Introduction to Chaos Engineering

First, let’s explain what Chaos Engineering is. Chaos Engineering is:

“The practice of performing intentional experimentation on a system by injecting precise and measured amounts of harm for the purpose of improving its resilience.”

Let’s break this down.

The ultimate goal of Chaos Engineering is to improve the reliability of a system. To do this, we perform carefully planned experiments designed to test our systems for weaknesses and potential failure modes. When we identify a weakness, we deploy a fix, then repeat the experiment to validate that our fix works as intended. We then scale up our experiment or run a different experiment and repeat this process in an ongoing fashion.

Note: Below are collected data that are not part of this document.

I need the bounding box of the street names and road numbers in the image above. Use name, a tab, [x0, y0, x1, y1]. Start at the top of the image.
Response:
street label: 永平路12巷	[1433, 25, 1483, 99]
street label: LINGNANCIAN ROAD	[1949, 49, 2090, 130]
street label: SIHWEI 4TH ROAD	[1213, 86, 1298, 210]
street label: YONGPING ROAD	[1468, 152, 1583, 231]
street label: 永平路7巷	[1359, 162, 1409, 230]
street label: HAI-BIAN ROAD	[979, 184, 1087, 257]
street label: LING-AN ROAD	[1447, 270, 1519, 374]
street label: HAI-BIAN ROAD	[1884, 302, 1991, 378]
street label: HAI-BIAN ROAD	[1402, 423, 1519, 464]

Chaos Engineering isn’t meant to create chaos, but to find and mitigate chaos. We inject a small amount of harm in order to uncover problems that could cause much more harm if left unresolved. Using Gremlin, we can also revert this harm at any time and completely undo an experiment, making it safe and predictable.

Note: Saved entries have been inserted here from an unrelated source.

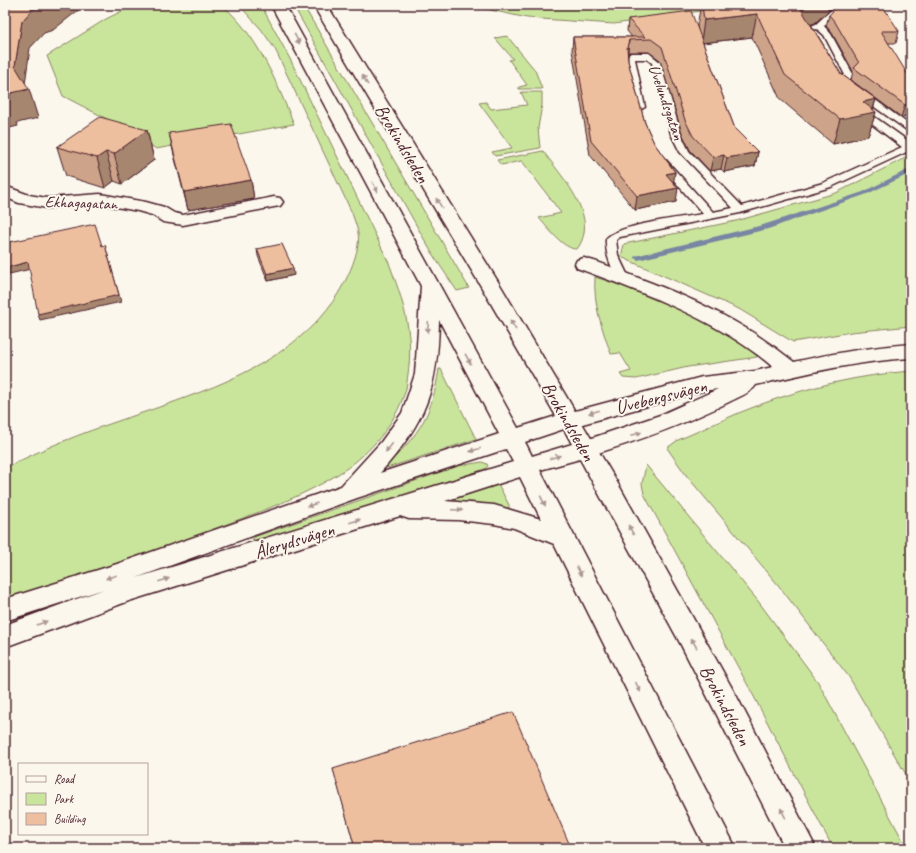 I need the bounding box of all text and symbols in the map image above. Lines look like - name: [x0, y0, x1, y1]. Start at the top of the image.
- one-way arrow: [293, 34, 300, 45]
- street label: Uvelundsgatan: [644, 62, 689, 143]
- one-way arrow: [361, 75, 369, 85]
- street label: Brokindsleden: [369, 100, 435, 188]
- one-way arrow: [372, 181, 378, 192]
- street label: Ekhagagatan: [44, 192, 118, 214]
- one-way arrow: [436, 197, 443, 209]
- one-way arrow: [510, 319, 517, 331]
- one-way arrow: [424, 321, 431, 333]
- one-way arrow: [465, 353, 472, 365]
- street label: Uvebergsvägen: [613, 374, 710, 420]
- street label: Brokindsleden: [536, 377, 601, 466]
- one-way arrow: [588, 410, 600, 416]
- one-way arrow: [630, 431, 642, 437]
- one-way arrow: [384, 442, 393, 453]
- one-way arrow: [468, 448, 480, 454]
- one-way arrow: [549, 454, 561, 460]
- one-way arrow: [540, 495, 546, 506]
- one-way arrow: [306, 502, 318, 508]
- one-way arrow: [451, 507, 464, 513]
- street label: Ålerydsvägen: [251, 517, 338, 564]
- one-way arrow: [350, 518, 362, 524]
- one-way arrow: [627, 524, 634, 535]
- one-way arrow: [576, 565, 582, 577]
- one-way arrow: [104, 574, 116, 580]
- one-way arrow: [159, 577, 171, 583]
- one-way arrow: [36, 619, 48, 625]
- one-way arrow: [690, 637, 697, 649]
- street label: Brokindsleden: [694, 661, 757, 750]
- one-way arrow: [635, 681, 642, 693]
- legend: [18, 763, 148, 835]
- text: Road: [54, 771, 76, 787]
- text: Park: [54, 791, 75, 807]
- one-way arrow: [780, 808, 786, 819]
- text: Building: [54, 811, 86, 827] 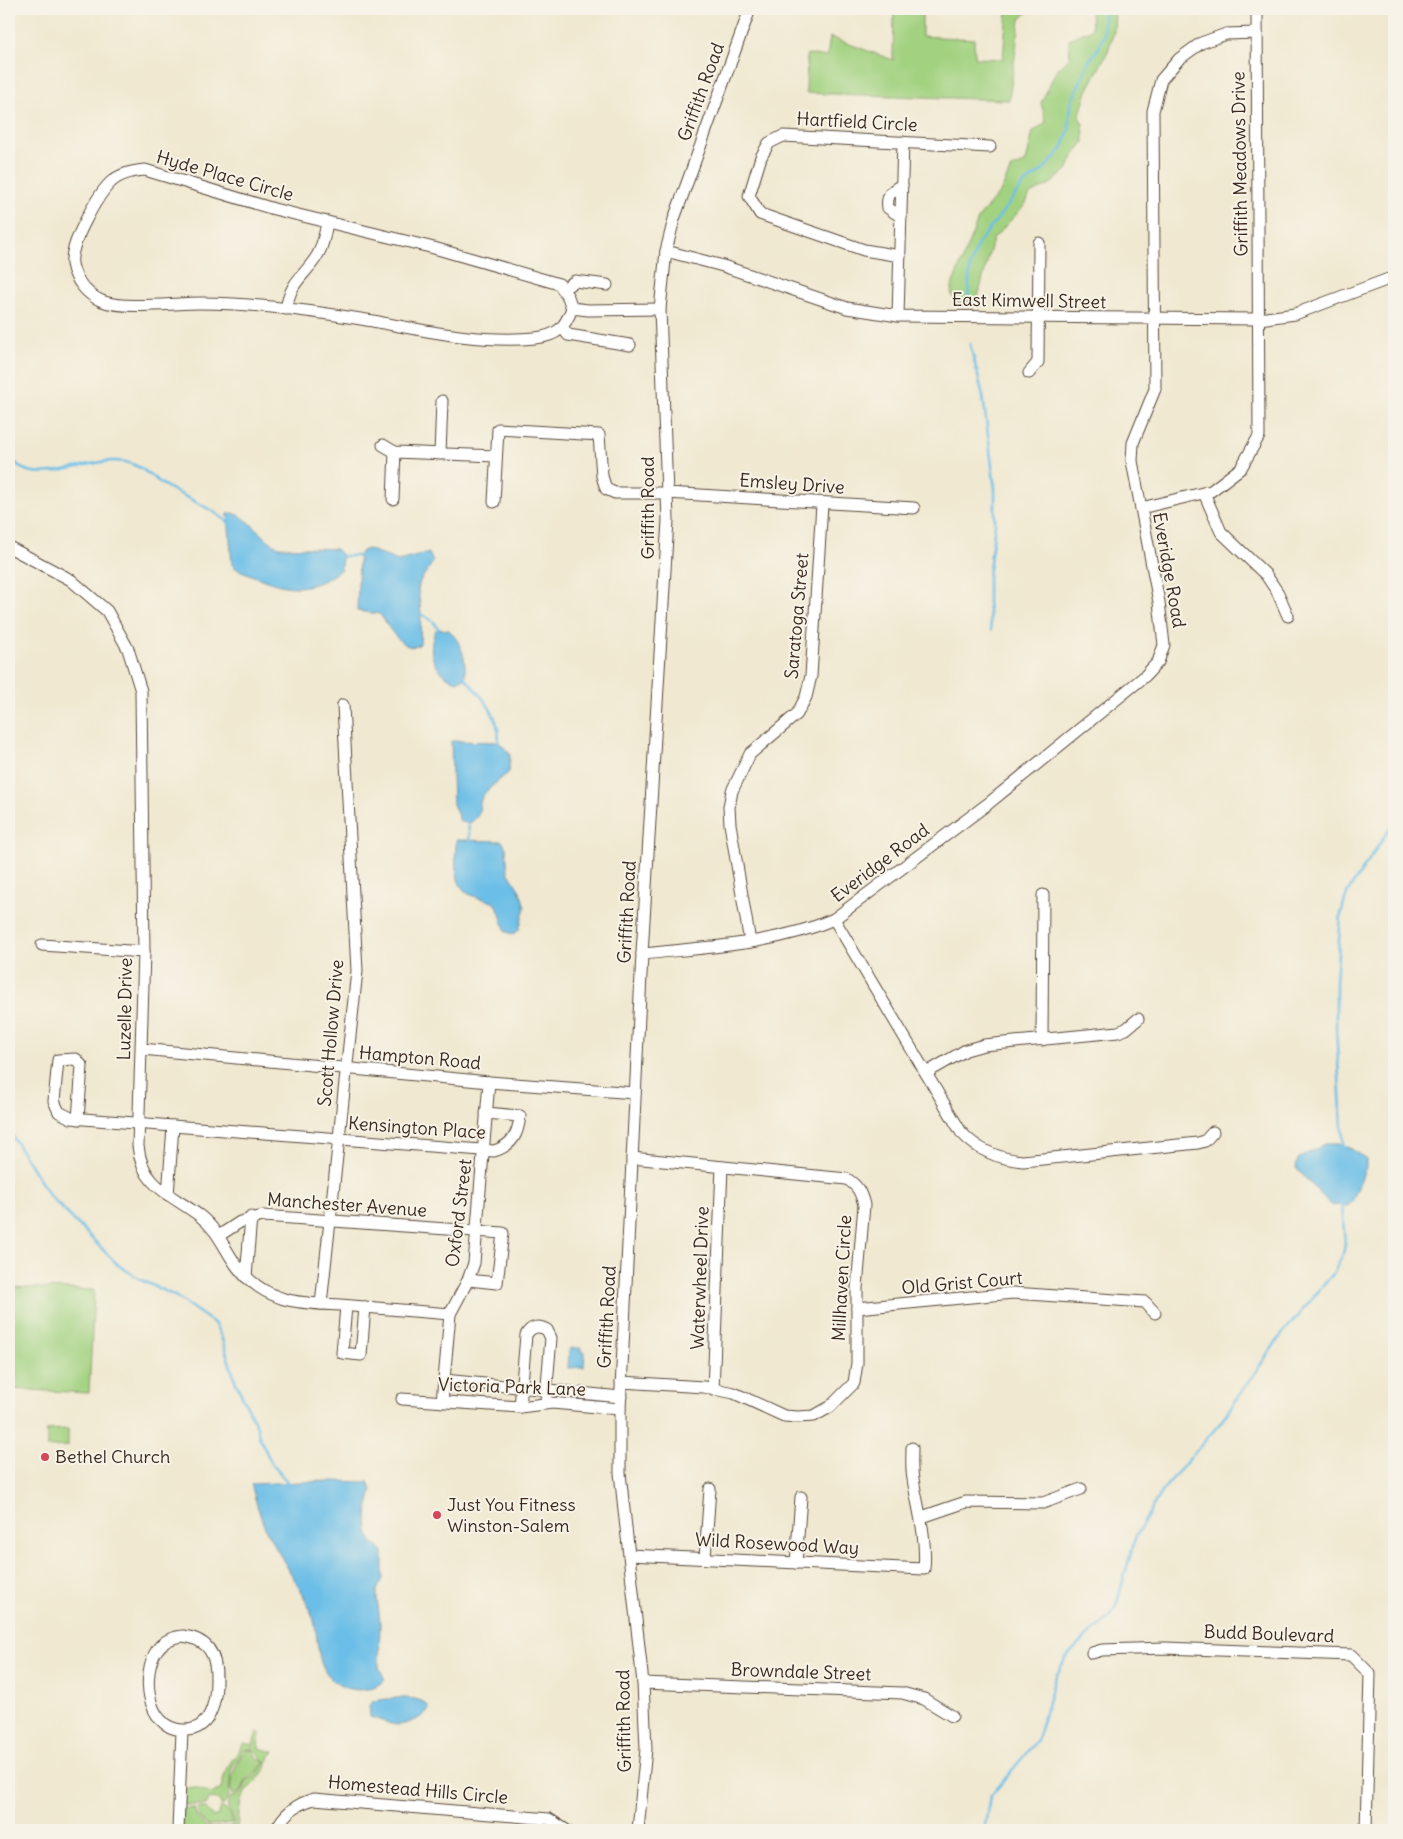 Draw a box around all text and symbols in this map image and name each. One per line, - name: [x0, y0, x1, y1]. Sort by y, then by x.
- street label: Griffith Road: [672, 39, 729, 144]
- street label: Griffith Meadows Drive: [1226, 71, 1253, 257]
- street label: Hartfield Circle: [796, 107, 918, 136]
- street label: Hyde Place Circle: [154, 145, 296, 206]
- street label: East Kimwell Street: [952, 288, 1106, 313]
- street label: Griffith Road: [636, 456, 659, 560]
- street label: Emsley Drive: [739, 468, 845, 499]
- street label: Everidge Road: [1148, 510, 1191, 630]
- street label: Saratoga Street: [780, 552, 813, 680]
- street label: Everidge Road: [826, 818, 934, 907]
- street label: Griffith Road: [612, 859, 641, 964]
- street label: Luzelle Drive: [112, 957, 137, 1061]
- street label: Scott Hollow Drive: [313, 958, 348, 1107]
- street label: Hampton Road: [358, 1041, 482, 1074]
- street label: Kensington Place: [347, 1111, 487, 1144]
- street label: Oxford Street: [440, 1158, 477, 1268]
- street label: Manchester Avenue: [266, 1187, 428, 1222]
- street label: Waterwheel Drive: [685, 1206, 714, 1350]
- street label: Millhaven Circle: [827, 1214, 856, 1342]
- street label: Griffith Road: [592, 1264, 621, 1369]
- street label: Old Grist Court: [900, 1266, 1023, 1299]
- street label: Victoria Park Lane: [438, 1372, 586, 1401]
- place label: Bethel Church: [55, 1445, 170, 1468]
- marker: Bethel Church: [39, 1451, 51, 1463]
- place label: Just You Fitness Winston-Salem: [447, 1493, 576, 1537]
- marker: Just You Fitness Winston-Salem: [431, 1509, 443, 1521]
- street label: Wild Rosewood Way: [695, 1528, 860, 1559]
- street label: Budd Boulevard: [1203, 1620, 1335, 1647]
- street label: Browndale Street: [730, 1658, 872, 1685]
- street label: Griffith Road: [611, 1669, 636, 1773]
- street label: Homestead Hills Circle: [327, 1770, 509, 1809]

You can learn more about the history and principles of Chaos Engineering by clicking here.

How to do Chaos Engineering

A chaos experiment is an intentional, planned process through which we inject harm into a system to learn how it responds and ultimately, to find and fix problems before they happen in a way that impacts customers. Before starting any attacks on your systems, you should fully think out and develop the experiments you want to run. We recommend following the scientific method:

  1. Develop a hypothesis (how will my systems behave under certain conditions, like low computing resources or poor network conditions?)
  2. Define your blast radius. This is the number of systems impacted by the experiment. If you’re new to Chaos Engineering, start with a small blast radius and scale up as you learn more about your systems.
    • Also define your magnitude, or the intensity of the experiment. For example, an experiment that increases CPU usage by 5% has a much lower magnitude than one that increases usage by 50%.
  3. Observe your systems and baseline your metrics. This will help you get a clear understanding of the impact of the experiment.
  4. Run the experiment. Make sure to set abort conditions beforehand, which are the conditions where you should stop the test to avoid unintentional harm.
  5. Analyze the results and form a conclusion. Does it confirm or refute your hypothesis?
  6. Expand the scope of your experiment and repeat it.
  7. Share your results with other teams.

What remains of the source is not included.